Front row seating looks very close to the middle of the length dimension which will not be good for smooth bass response.

Don't chop off the front corners of the room. You'll want to use broadband bass absorbers there.

Make sure to zone your lights so you can potentially have some rear ones on without the front ones. 

Screen size will dictate speaker positioning. If not doing an AT screen, then you need to allow for a reasonable amount of space between the screen and the side walls. Having speakers right against a wall isn't a good thing.

As has been previously said, budget will drive pretty much everything.

Bryan


----------



## killian (Jan 29, 2010)

How far back should the seating be for optimum sound and veiwing. I thought that it need to be back where I have it.
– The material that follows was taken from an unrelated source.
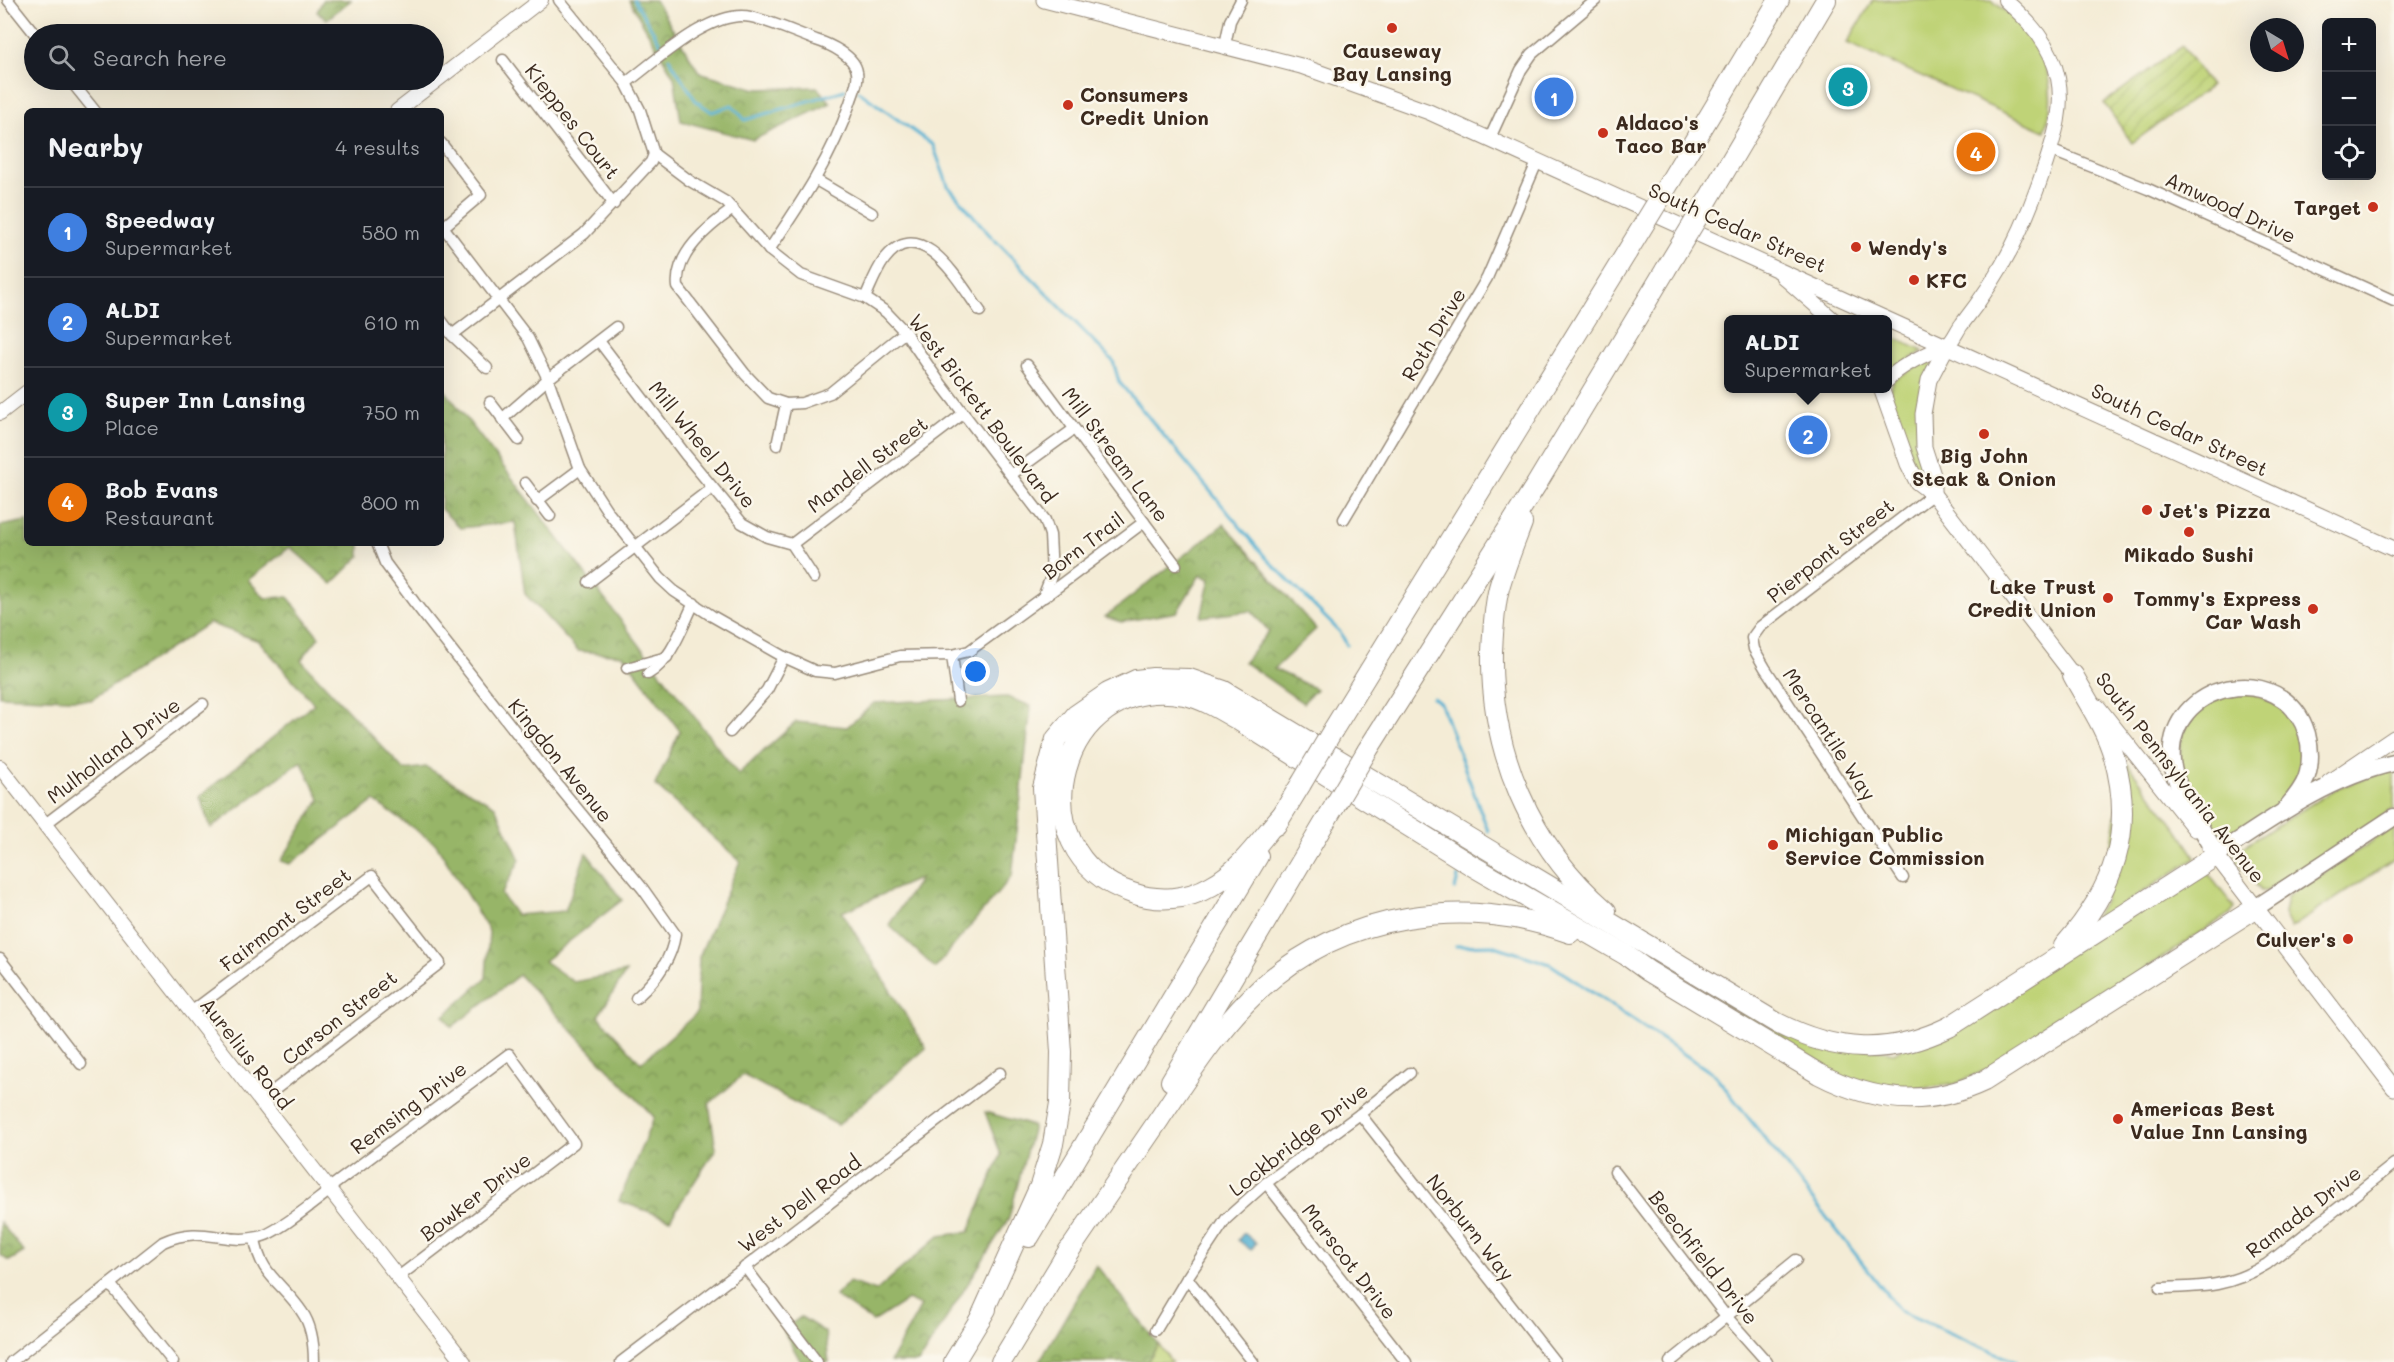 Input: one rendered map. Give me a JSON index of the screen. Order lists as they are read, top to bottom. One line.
{"streets":{"main road":["South Cedar Street","South Pennsylvania Avenue"],"street":["Kieppes Court","Amwood Drive","Roth Drive","West Bickett Boulevard","Mill Wheel Drive","Mill Stream Lane","Mandell Street","Born Trail","Pierpont Street","Mercantile Way","Mulholland Drive","Kingdon Avenue","Fairmont Street","Carson Street","Aurelius Road","Remsing Drive","Lockbridge Drive","Bowker Drive","West Dell Road","Ramada Drive","Norburn Way","Beechfield Drive","Marscot Drive"]},"crossings":[["South Cedar Street","Roth Drive"],["South Cedar Street","South Pennsylvania Avenue"],["West Bickett Boulevard","Mandell Street"],["West Bickett Boulevard","Born Trail"],["Mill Wheel Drive","Mandell Street"],["Mill Stream Lane","Born Trail"],["Pierpont Street","Mercantile Way"],["Pierpont Street","South Pennsylvania Avenue"],["Mulholland Drive","Aurelius Road"],["Fairmont Street","Carson Street"],["Fairmont Street","Aurelius Road"],["Carson Street","Aurelius Road"],["Aurelius Road","Remsing Drive"],["Aurelius Road","Bowker Drive"],["Remsing Drive","Bowker Drive"],["Lockbridge Drive","Norburn Way"],["Lockbridge Drive","Marscot Drive"]],"places":["Causeway Bay Lansing","Consumers Credit Union","Aldaco's Taco Bar","Target","Wendy's","KFC","Big John Steak & Onion","Jet's Pizza","Mikado Sushi","Lake Trust Credit Union","Tommy's Express Car Wash","Michigan Public Service Commission","Culver's","Americas Best Value Inn Lansing"],"north":"bottom right","page":{"map_buttons":["+","−"],"search":"Search here","pins":["3","1","4","2"],"heading":["Nearby","4 results"],"list":[{"mark":"1","name":"Speedway","note":"Supermarket","value":"580 m"},{"mark":"2","name":"ALDI","note":"Supermarket","value":"610 m"},{"mark":"3","name":"Super Inn Lansing","note":"Place","value":"750 m"},{"mark":"4","name":"Bob Evans","note":"Restaurant","value":"800 m"}],"popup":["ALDI","Supermarket"]}}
I'm also interested in building a nice theater at this point. I don't want to say that money is endless but I do know that when I'm done with room I don't want to have any regrets. I want to install all the right equipment the first time.

I will be preforming all the work myself so the labor won't be a cost factor.


----------



## bpape (Sep 14, 2006)

You'd like to avoid even fractions like 1/2, 1/4, etc. of the room length. Usually, somewhere between 62 an 66% of the room length ends up being one of the best places for smoothest bass response. 

Bryan


----------



## killian (Jan 29, 2010)

So I should move the seating back a couple of feet and maybe tighten up the area in between the seating?


----------



## bpape (Sep 14, 2006)

Well, part of the design phase is deciding on priorities. Are you looking for optimal performance for the main row and the 2nd row is overflow for kids, superbowl, etc. - or are you looking to do the best you can for all seats all the time.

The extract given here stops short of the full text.